Endianness is always a problem when trying to write portable programs. For that reason there are functions implemented in endian.h that handles that. Normally, it is implemented using shifts and bit-wise or to get the bytes in the right order for the machine, something like this:
uint32_t be32toh(const void* ptr) {
uint32_t val = *static_cast<const uint32_t*>(ptr);
const uint32_t lower = (val >> 24) | ((val >> 8) & 0xFF00);
const uint32_t upper = (val << 24) | ((val << 8) & 0xFF0000);
return lower | upper;
}Here we assume that we read from some buffer where we have read bytes into from an external source that stores everything in big-endian format. (I picked big-endian format because I use an Intel, which is little-endian.) This deviate from the definition in endian.h on purpose, bear with me for a while.
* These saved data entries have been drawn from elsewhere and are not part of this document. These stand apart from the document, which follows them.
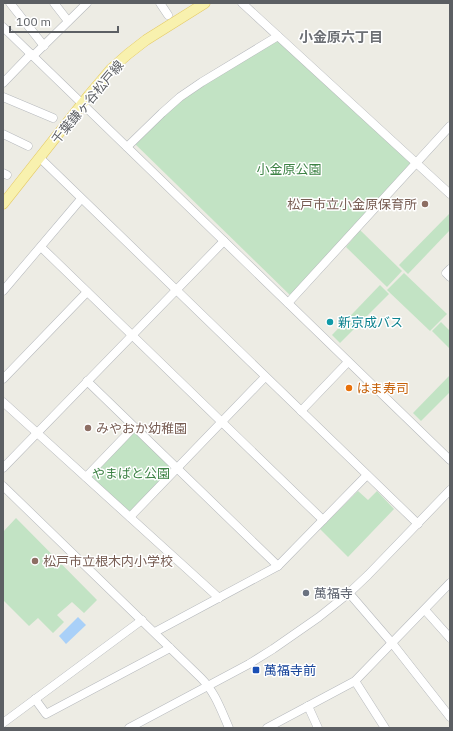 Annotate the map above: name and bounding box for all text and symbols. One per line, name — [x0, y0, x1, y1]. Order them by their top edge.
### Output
scale bar — [10, 8, 118, 34]
text: 100 m — [16, 14, 51, 29]
district label: 小金原六丁目 — [299, 28, 383, 46]
street label: 千葉鎌ヶ谷松戸線 — [47, 57, 127, 148]
park label: 小金原公園 — [256, 161, 322, 178]
place label: 松戸市立小金原保育所 — [287, 196, 417, 213]
marker: 松戸市立小金原保育所 — [420, 199, 430, 209]
place label: 新京成バス — [338, 314, 403, 331]
marker: 新京成バス — [325, 317, 335, 327]
place label: はま寿司 — [357, 380, 409, 397]
marker: はま寿司 — [344, 383, 354, 393]
place label: みやおか幼稚園 — [96, 420, 187, 437]
marker: みやおか幼稚園 — [83, 423, 93, 433]
park label: やまばと公園 — [92, 465, 170, 482]
place label: 松戸市立根木内小学校 — [43, 553, 173, 570]
marker: 松戸市立根木内小学校 — [30, 556, 40, 566]
place label: 萬福寺 — [314, 585, 353, 602]
marker: 萬福寺 — [301, 588, 311, 598]
place label: 萬福寺前 — [264, 662, 316, 679]
marker: 萬福寺前 — [251, 665, 261, 675]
There are other implementations, however, that read the bytes from memory directly and shift the bytes; something like this:
uint32_t be32toh(const void* buf) {
const uint8_t *ptr = static_cast<const uint8_t>(buf);
return (ptr[0] << 24) | (ptr[1] << 16) | (ptr[2] << 8) | ptr[3];
}Noting that most modern architecture have plenty of registers and efficient instructions on registers, I wondered which one is fastest. Here are the results:
| Program | Seconds | Percent |
|---|---|---|
| Register | 0.64804 | 49% |
| Pointer | 1.32808 | 100% |
The results come from the following program (compiled with g++ -O4 -std=c++0x).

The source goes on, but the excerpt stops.